Ricevendo nella Sala Clementina le lettere credenziali del primo rappresentante diplomatico di Mauritania e dei nuovi ambasciatori di Nepal, Trinidad e Tobago, Sudan, Kazakhstan e Niger, Francesco ha pronunciato un discorso in cui, partendo dall’attuale «scenario internazionale attraversato da dense nubi», ha auspicato «maggiore consapevolezza dei comportamenti e delle azioni necessarie per imboccare un percorso di pace che diminuisca le tensioni». Il Papa ha individuato tra «i fattori che acuiscono i problemi» anzitutto l’errata concezione di «un’economia e una finanza che, invece di servire l’essere umano, si organizzano per servire sé stesse e sottrarsi al controllo dei pubblici poteri».

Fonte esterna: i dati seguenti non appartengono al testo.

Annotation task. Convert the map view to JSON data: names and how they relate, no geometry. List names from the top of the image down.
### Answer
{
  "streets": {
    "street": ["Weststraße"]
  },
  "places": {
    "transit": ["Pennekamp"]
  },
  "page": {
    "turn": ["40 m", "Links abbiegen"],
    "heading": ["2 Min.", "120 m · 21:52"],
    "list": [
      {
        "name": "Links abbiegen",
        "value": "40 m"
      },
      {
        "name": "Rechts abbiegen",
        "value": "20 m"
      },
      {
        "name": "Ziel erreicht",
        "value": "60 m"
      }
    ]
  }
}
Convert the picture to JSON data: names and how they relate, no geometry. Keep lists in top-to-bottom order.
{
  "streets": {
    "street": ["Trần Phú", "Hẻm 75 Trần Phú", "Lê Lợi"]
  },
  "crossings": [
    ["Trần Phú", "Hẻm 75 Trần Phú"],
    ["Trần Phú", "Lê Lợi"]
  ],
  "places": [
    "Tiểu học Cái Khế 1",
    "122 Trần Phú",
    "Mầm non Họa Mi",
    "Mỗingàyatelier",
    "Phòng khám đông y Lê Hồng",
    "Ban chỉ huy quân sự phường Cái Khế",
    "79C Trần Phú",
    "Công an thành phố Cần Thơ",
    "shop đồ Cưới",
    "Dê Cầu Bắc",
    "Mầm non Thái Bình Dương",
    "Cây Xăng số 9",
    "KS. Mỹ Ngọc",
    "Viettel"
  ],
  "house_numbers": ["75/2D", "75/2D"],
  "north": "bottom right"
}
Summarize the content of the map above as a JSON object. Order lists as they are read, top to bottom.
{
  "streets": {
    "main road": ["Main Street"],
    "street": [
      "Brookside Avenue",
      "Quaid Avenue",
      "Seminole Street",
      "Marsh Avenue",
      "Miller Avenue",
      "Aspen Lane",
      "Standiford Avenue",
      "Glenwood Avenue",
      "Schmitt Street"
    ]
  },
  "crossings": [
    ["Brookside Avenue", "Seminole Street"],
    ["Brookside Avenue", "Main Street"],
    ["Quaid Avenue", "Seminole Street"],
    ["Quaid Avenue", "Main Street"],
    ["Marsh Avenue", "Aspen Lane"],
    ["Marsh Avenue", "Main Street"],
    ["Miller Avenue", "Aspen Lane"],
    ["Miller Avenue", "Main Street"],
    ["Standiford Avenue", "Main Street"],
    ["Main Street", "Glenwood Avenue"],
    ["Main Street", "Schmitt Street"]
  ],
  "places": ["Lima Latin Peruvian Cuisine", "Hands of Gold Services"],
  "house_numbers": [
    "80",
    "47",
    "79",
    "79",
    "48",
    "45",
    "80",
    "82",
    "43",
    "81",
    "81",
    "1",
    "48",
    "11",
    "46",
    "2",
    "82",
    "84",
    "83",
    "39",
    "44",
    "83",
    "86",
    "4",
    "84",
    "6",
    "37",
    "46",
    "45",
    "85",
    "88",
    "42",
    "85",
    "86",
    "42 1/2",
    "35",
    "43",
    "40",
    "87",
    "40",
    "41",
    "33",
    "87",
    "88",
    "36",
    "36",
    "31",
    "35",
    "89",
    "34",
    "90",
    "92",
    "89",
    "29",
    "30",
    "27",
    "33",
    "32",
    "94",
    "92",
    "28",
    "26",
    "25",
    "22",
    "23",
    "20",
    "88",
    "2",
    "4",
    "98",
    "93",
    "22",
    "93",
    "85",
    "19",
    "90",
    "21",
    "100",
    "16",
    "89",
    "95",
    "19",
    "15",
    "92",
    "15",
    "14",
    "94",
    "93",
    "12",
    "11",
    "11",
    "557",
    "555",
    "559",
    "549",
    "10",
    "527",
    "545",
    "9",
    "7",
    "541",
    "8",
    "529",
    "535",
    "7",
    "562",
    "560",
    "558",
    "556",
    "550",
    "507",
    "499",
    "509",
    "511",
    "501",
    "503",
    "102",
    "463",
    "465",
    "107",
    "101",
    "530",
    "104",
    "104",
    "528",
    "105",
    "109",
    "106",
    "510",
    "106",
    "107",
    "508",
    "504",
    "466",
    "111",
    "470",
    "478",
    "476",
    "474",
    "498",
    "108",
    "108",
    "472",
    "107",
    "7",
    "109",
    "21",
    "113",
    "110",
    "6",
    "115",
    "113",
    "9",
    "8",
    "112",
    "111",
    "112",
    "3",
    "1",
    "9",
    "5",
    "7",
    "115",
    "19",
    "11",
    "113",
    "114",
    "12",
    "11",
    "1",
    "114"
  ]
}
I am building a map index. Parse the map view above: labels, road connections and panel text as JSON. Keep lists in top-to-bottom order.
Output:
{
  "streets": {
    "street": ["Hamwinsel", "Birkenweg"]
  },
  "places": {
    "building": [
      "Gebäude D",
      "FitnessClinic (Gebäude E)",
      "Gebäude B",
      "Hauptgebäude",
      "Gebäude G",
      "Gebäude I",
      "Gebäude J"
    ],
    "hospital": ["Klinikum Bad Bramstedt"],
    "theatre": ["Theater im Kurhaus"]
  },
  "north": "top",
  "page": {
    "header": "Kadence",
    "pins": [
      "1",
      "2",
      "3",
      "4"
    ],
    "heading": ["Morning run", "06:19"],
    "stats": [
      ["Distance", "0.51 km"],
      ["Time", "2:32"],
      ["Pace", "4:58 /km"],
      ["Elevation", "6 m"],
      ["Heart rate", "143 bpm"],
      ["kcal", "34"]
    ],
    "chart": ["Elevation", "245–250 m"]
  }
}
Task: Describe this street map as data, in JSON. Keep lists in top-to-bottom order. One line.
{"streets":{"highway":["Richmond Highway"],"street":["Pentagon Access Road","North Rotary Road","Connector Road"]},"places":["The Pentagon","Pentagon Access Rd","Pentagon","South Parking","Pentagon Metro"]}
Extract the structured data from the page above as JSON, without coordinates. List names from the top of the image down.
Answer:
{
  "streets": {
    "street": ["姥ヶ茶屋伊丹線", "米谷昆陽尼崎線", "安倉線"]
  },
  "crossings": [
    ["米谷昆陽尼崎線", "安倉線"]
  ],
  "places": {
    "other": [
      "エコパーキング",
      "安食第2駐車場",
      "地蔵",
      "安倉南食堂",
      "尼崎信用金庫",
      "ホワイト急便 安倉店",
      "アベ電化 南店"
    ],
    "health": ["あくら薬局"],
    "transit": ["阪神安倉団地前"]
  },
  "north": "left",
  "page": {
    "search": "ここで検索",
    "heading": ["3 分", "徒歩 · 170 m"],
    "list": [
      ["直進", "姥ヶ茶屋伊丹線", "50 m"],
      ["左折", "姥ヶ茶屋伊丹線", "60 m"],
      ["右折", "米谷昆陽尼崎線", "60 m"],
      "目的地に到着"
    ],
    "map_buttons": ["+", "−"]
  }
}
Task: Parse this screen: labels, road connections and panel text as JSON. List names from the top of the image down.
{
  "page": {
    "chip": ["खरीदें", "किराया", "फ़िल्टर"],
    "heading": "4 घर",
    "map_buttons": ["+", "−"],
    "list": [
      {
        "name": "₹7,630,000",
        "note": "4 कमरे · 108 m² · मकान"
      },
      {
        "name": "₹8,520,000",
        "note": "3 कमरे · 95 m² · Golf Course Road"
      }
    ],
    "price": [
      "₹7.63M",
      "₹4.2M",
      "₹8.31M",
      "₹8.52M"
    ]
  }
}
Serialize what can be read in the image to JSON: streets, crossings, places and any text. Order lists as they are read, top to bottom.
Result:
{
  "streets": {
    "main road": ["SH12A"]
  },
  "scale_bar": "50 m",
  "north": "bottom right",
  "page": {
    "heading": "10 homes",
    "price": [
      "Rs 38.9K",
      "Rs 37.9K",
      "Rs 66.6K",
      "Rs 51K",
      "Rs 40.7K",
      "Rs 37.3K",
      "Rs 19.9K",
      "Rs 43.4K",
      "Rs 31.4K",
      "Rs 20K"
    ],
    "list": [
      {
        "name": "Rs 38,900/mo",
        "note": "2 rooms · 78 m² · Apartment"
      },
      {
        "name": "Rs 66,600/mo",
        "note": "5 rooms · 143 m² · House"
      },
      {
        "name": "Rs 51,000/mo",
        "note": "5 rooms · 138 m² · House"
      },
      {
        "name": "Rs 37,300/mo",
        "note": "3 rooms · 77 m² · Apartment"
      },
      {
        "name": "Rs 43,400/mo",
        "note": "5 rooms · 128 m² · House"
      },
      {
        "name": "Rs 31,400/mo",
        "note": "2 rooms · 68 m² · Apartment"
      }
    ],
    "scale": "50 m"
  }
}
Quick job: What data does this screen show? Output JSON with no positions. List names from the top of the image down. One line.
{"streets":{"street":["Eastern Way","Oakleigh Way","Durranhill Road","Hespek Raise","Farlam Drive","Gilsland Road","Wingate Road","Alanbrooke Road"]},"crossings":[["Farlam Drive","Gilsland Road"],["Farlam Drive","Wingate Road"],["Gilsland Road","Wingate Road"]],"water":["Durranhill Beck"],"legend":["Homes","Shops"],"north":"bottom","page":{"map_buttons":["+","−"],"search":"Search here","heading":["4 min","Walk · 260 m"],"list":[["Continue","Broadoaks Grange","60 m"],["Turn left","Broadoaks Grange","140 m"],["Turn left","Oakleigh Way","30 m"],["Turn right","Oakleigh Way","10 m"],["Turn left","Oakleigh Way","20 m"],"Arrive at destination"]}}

Il Pontefice ha denunciato inoltre «il crescere della propensione a considerare il ricorso alla forza non come ultima ratio ma quasi come un mezzo fra gli altri». Ma soprattutto ha messo in guardia contro «l’abuso della religione per giustificare la sete di potere, la strumentalizzazione del santo nome di Dio per fare avanzare» i disegni egemonici. Si tratta, ha detto in proposito, di vere e proprie “degradazioni” che «fanno correre alla pace nel mondo» enormi rischi. «L’uomo e non il denaro torni ad essere il fine dell’economia» ha auspicato, esortando a «far fronte alle divergenze con la pazienza coraggiosa del dialogo e della diplomazia, con iniziative d’incontro e di pace e non con l’esibizione della forza e il suo uso precipitoso e sconsiderato».

Da qui l’invito anche a «isolare chiunque cerca di trasformare un’appartenenza e un’identità religiosa in motivo di odio». A questa mentalità bisogna opporre l’impegno a portare «riconciliazione e pace e non divisione e guerra», agendo «con la misericordia e la compassione e non con l’indifferenza e la brutalità». Solo così, ha concluso, «la causa della pace e della giustizia farà concreti passi avanti».